GSoC/2011-Bridge

What?

A bridge between Darcs(current version) and other VCSs (including git and other snapshot-based VCSs and Darcs1). It will allow the interoperability between Darcs2 and other VCSs (transfering patches/commits and applying/sending patches, for example).

How do I use it?

For now, the bridge does not work, but when it does, see the darcs bridge usage wiki page (DarcsBridgeUsage) for information on getting set up and using the bridge.

Design Notes

VCSInterop

Why?

The VCS world contains many alternatives; choosing a tool should not hinder your ability to contribute to projects that haven’t made the same choice as you.
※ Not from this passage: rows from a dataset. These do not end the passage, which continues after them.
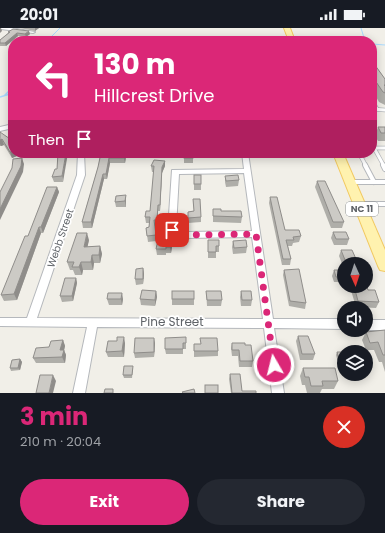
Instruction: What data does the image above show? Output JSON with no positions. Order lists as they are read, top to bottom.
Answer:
{
  "streets": {
    "main road": ["NC 11"],
    "street": ["Webb Street", "Pine Street"]
  },
  "crossings": [
    ["Webb Street", "Pine Street"]
  ],
  "north": "bottom",
  "page": {
    "status": "20:01",
    "turn": ["130 m", "Hillcrest Drive"],
    "then": "Then",
    "heading": ["3 min", "210 m · 20:04"],
    "buttons": ["Exit", "Share"]
  }
}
All contributions are valuable and should be easy to accept!

When?

Initially, I (owst) propose this as my GSoC project in 2011.

What needs doing?

  • Allow automatic incremental conversion.
  • Create a consistent mapping between Darcs2 and Darcs1 format repositories.
  • Import and export foreign patch formats generated by VCS “send” commands.
  • Create a mapping/encoding of multi-head repositories.
  • Solve the problem of efficiently translating to/from Darcs patches.
  • The cycle problem, in the presence of multiple bridges.
  • “Roundtripping”, whereby information may be lost when converting to and back from another repository format.
  • Translation to and from Darcs specific patch-types e.g. replace patches.

Application

Motivation and Synopsis

The current DVCS world is formed of several popular alternative implementations, with many users and tools centered around their respective chosen VCS. Darcs has a different underlying methodology to all VCSs, being patch-based rather than snapshot-based. I believe it is important to continue to develop Darcs, despite the apparent current trend away from it; Darcs’ fundamentally different view of the world leads to greater usability and simpler operations. Unfortunately, the current Darcs implementation does not completely fulfil the goal of this increased usability. Due to corner cases in conflict handling, poor support for long-term branches, and scalability issues, Darcs is currently recommended only for use in small to medium-sized projects.

My proposed project is to create a generic bridge that will enable easy interoperability and synchronisation between Darcs and other VCSs. The bridge will be designed to be generic, but the focus of this project will be Darcs2 <-> Git and Darcs2 <-> Darcs1. The bridge should allow loss-less, correct conversion to and from Darcs repositories, allowing users to use the tool that suits them and their project best, be that Darcs as it currently exists, or another tool. Users of other VCSs will be able to easily convert their repository into Darcs’ format, and “try out” Darcs, as is currently possible with other VCSs, in order to critique its relative merits, for their specific project.

Project Goals

darcs-fastconvert [1] (d-fc) is a tool that can be used to parse the fast-export data format, as supported by all major current VCSs for import/export. It is however a primarily “single-shot” tool, not easily supporting incremental conversion. The overall goal of this project is to build on it, to create a generic bridge that has specialisations for individual VCSs.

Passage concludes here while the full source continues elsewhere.